The U.S. embassy in Dushanbe appeared to be aware of the lack of oversight of the units it was training. One cable from 2007 noted that Tajikistan's National Guard “is primarily designed to protect the Rahmon regime and respond to him personally. Essentially, they are President Rahmon's own Praetorian Guard and they clearly receive the priority of fill and perks within the Tajik defense establishment. 

 

The United States appeared to want to get more heavily involved in organizing Tajikistan’s special forces.
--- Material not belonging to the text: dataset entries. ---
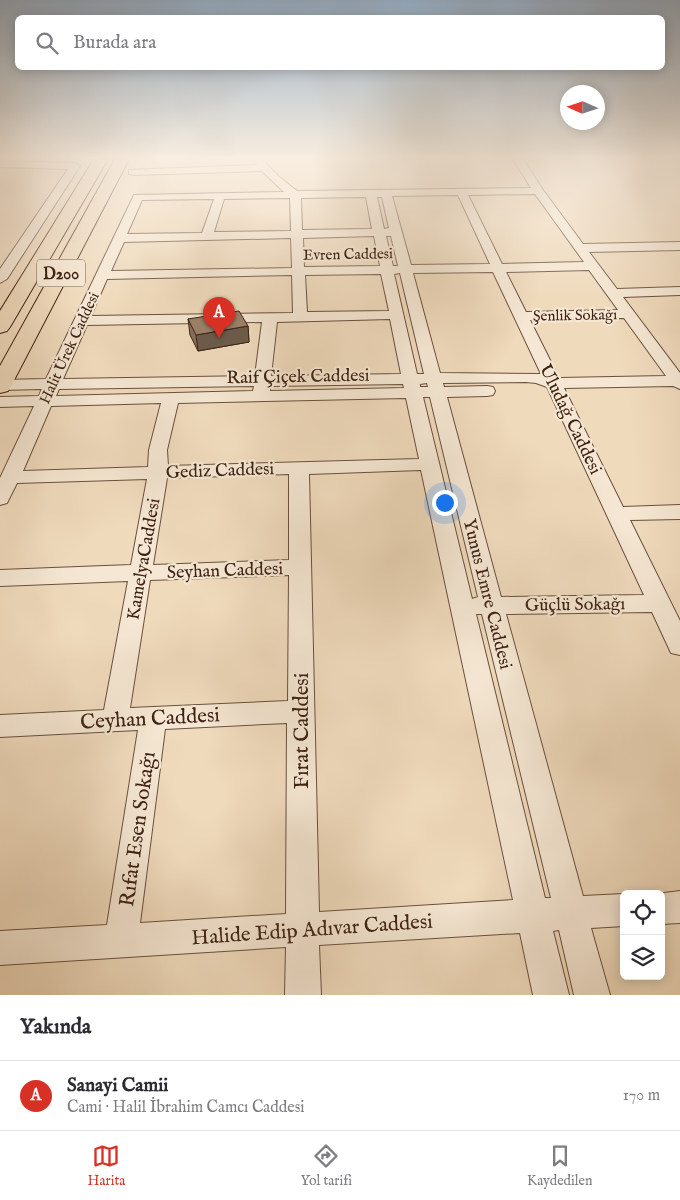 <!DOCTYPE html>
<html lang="tr">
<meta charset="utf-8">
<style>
body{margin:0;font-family:"IM FELL English",serif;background:#f7f7f7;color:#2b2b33}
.controls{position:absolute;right:15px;bottom:15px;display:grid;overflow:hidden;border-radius:8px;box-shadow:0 2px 12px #0003}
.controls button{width:45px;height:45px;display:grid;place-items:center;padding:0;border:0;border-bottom:1px solid #e1e1e2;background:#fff;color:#2b2b33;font:25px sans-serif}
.compass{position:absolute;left:560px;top:85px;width:45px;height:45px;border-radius:50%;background:#fff;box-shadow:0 2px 12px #0003;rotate:273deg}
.you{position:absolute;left:444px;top:502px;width:18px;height:18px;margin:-12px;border:4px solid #fff;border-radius:50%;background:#1a73e8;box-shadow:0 0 0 8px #1a73e833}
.badge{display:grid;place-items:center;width:32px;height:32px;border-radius:50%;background:#d93025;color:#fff;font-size:16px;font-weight:700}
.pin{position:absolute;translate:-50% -41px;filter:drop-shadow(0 1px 2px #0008)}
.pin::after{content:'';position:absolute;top:26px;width:18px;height:15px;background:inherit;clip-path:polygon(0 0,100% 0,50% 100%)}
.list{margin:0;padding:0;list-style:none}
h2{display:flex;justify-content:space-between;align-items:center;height:65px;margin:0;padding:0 20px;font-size:21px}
h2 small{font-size:16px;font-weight:400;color:#7c7c81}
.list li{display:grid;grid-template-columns:32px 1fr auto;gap:15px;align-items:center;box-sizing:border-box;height:70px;padding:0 20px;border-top:1px solid #e1e1e2}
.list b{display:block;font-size:19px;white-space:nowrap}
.list p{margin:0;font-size:16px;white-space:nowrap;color:#7c7c81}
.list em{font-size:16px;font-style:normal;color:#7c7c81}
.icon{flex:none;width:28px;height:28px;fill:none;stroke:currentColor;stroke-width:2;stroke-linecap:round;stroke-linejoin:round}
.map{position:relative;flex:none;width:680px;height:995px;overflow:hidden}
.search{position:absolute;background:#fff;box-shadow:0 2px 12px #0003;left:15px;right:15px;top:15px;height:55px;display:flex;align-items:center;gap:12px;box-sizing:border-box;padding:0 18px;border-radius:8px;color:#7c7c81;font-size:19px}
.sheet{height:135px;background:#fff}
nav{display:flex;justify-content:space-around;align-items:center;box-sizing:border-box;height:70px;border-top:1px solid #e1e1e2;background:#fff;font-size:14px;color:#7c7c81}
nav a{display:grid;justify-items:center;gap:2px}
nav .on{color:#d93025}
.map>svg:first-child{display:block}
</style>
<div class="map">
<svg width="680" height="995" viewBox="0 0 680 995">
<rect width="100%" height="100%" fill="#efdabc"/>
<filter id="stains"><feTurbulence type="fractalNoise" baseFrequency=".004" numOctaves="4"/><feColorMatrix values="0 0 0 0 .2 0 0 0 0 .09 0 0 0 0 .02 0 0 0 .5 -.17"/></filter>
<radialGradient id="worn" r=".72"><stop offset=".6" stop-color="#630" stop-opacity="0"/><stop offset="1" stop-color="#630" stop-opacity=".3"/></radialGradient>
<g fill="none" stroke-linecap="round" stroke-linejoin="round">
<g stroke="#6a503e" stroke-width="2">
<g id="minor">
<path d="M252,159h10l16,17 19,15 234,-3 -18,-29h10l20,31 40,54 97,-2v8l-91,2 28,37 63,-2v8l-57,2 57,76v16l-7,-3 -109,2 59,119 57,-2v14l-50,1 50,101v34l-9,-2 -19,-41 -146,2 77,282 41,-2v32l-33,2 19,67h-36l-15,-65 -6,1 16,64h-36l-13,-62 -201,12 2,50h-36l1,-48 -286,18v-34l107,-6 31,-195 -138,7v-22l104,-5 24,-129 -128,5v-16l131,-5 16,-86 -130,4 -10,20 -7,2v-27l34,-72 -34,1v-10l39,-1 3,-7 -42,1v-10l46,-1 88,-184 150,-3 -22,-21 -129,4 -4,-1v-4l128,-5zM535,194l49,68 -82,2 -34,-69zM458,195l32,69 -79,1 -19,-69zM366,197l6,32 -70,1 -1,-32zM377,197h5l7,31 -5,1zM290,198l1,33 -77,1 10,-33zM214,199l-12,34 -75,1 15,-34zM374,236l6,30 -76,1 -1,-29zM386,236h5l7,30h-5zM291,238l1,30 -181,3 13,-29zM589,270l29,40 -92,2 -20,-40zM493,272l48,102 -101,-1 -27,-100zM400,273l24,101h-7l-23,-100zM381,274l8,37 -82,1 -2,-37zM292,275l1,38 -202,3 16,-37zM624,318l42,58 -107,2 -29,-58zM390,319l11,55 -130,2 6,-54zM262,322l-7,54 -192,3 24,-54zM526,382l10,1 11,4 97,208 -143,2 -54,-200 40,-1 6,-1 2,-4 -2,-4 -6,-1 -43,1 -1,-4zM427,383l1,4h-8v-3zM403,384l1,4 -134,3v-5zM254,386l-1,5 -197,5 3,-7zM423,397h7l48,200 -6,2zM406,398l13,61 -251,7 -1,-16 11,-47zM161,403l-12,47 -1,17 -125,4 28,-65zM421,470l92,430 -194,12 -10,-438zM289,474v86l-136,5 14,-87zM289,575l-1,126 -158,7 20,-128zM476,614h6l69,284h-6zM287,723l-1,191 -146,9 25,-194z"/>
<path d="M0,161l75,2 5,3 -73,113 -7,4v-14l68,-100 -68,-2z"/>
<path d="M680,891v32l-19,1v-30h-5z"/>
</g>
</g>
<g stroke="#3e2214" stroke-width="2">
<g id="highway">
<path d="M94,159h14l-98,168 -3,4 -7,2v-22z"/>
<path d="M115,159h14l-118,227 -3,5 -8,2v-27z"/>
</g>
</g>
<use href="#minor" fill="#f5e7d3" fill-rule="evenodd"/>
<use href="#highway" fill="#efdabc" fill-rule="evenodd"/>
</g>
<path fill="#84705c" stroke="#3e2214" d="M188,319l60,7 1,16 -51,9 -8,-16z"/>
<path fill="#6c5b4b" stroke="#3e2214" d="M248,326l1,16 -51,9 -2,-16z"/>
<path fill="#9a826b" stroke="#3e2214" d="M239,311l9,15 -52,9 -8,-16z"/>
<linearGradient id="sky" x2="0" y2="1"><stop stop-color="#93aac0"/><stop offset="0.53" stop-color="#f8eee1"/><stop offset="1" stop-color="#f8eee1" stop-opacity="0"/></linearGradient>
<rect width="680" height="298" fill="url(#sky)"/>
<g text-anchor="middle" stroke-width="4.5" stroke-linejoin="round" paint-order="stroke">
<g font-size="15" fill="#3e2214" stroke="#f5e7d3">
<text transform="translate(348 254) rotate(-1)" y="5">Evren Caddesi</text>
<text transform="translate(575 315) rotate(-1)" y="5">Şenlik Sokağı</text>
<text transform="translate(69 348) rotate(-65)" y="5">Halit Ürek Caddesi</text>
</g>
<rect fill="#f5e7d3" stroke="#755d4d" stroke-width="1" x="37" y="259.5" width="48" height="27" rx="4"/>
<g font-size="16" font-weight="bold" fill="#3e2214">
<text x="61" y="279">D200</text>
</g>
<g font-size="18" fill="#3e2214" stroke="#f5e7d3">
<text transform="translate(298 376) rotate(-1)" y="6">Raif Çiçek Caddesi</text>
<text transform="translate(571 419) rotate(64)" y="6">Uludağ Caddesi</text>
<text transform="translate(220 470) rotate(-2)" y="6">Gediz Caddesi</text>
<text transform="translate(143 559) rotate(-80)" y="6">KamelyaCaddesi</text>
<text transform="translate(225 570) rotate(-2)" y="6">Seyhan Caddesi</text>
<text transform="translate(488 594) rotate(76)" y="6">Yunus Emre Caddesi</text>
<text transform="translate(575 604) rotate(-1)" y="6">Güçlü Sokağı</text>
</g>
<g font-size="21" fill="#3e2214" stroke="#f5e7d3">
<text transform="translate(150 718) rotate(-3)" y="7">Ceyhan Caddesi</text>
<text transform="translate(301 731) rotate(-90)" y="7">Fırat Caddesi</text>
<text transform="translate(137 829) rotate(-82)" y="7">Rıfat Esen Sokağı</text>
<text transform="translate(312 929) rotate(-4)" y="7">Halide Edip Adıvar Caddesi</text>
</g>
</g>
<rect width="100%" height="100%" filter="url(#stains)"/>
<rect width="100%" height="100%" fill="url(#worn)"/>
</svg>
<div class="controls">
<button><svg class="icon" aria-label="locate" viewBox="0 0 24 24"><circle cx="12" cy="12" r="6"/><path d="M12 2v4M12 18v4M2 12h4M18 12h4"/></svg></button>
<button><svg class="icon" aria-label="layers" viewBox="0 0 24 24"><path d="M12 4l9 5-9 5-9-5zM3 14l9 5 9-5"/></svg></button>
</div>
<svg class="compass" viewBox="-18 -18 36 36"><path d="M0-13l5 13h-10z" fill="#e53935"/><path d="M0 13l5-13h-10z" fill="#7c7c81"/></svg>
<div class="you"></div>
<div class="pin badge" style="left:219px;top:338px">A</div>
<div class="search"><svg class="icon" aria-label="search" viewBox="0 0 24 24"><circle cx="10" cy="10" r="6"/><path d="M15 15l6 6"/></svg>Burada ara</div>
</div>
<section class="sheet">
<h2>Yakında<small></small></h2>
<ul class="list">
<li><span class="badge">A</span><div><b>Sanayi Camii</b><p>Cami · Halil İbrahim Camcı Caddesi</p></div><em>170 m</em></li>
</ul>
</section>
<nav>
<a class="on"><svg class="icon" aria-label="map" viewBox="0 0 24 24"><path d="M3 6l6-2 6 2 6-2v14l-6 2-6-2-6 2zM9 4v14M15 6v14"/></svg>Harita</a>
<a><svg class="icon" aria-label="directions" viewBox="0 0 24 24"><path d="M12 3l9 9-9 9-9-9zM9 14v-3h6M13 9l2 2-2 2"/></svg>Yol tarifi</a>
<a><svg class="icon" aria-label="saved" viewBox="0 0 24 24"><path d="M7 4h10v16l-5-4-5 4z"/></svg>Kaydedilen</a>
</nav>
One diplomatic cable from February 2010 said that forces from the U.S. Special Operations Command Central were planning an assessment and then would be “organizing these groups into special units” and then “sustain an increase in capabilities” via training with U.S. special forces. “Security cooperation remains a strong point in our relationship with Tajikistan,” the cable said. 

 

Although the U.S. rarely talks about its security assistance to Tajikistan, people in Khorog were aware of it. “If the U.S. gives money to our army and law enforcement agencies, they need to control where these funds go,” Manuchehr Kholiqnazarov, a human rights lawyer in Khorog, told The Atlantic. “The Americans should ask why their money is being used to attack civilians instead of attacking terrorists and drug traffickers.”

 

The U.S. has said little about how its security assistance policies may be changing as a result of the events of a year ago in Khorog. “The United States regularly reviews the full range of our bilateral aid programs to Tajikistan, including our security assistance,” Emily Horne, a State Department spokeswoman, told The Atlantic. “As with all countries, this ongoing review is part of our efforts to ensure our assistance dollars are being appropriately and effectively used. Because such reviews are ongoing, I'm not going to speculate on possible next steps.”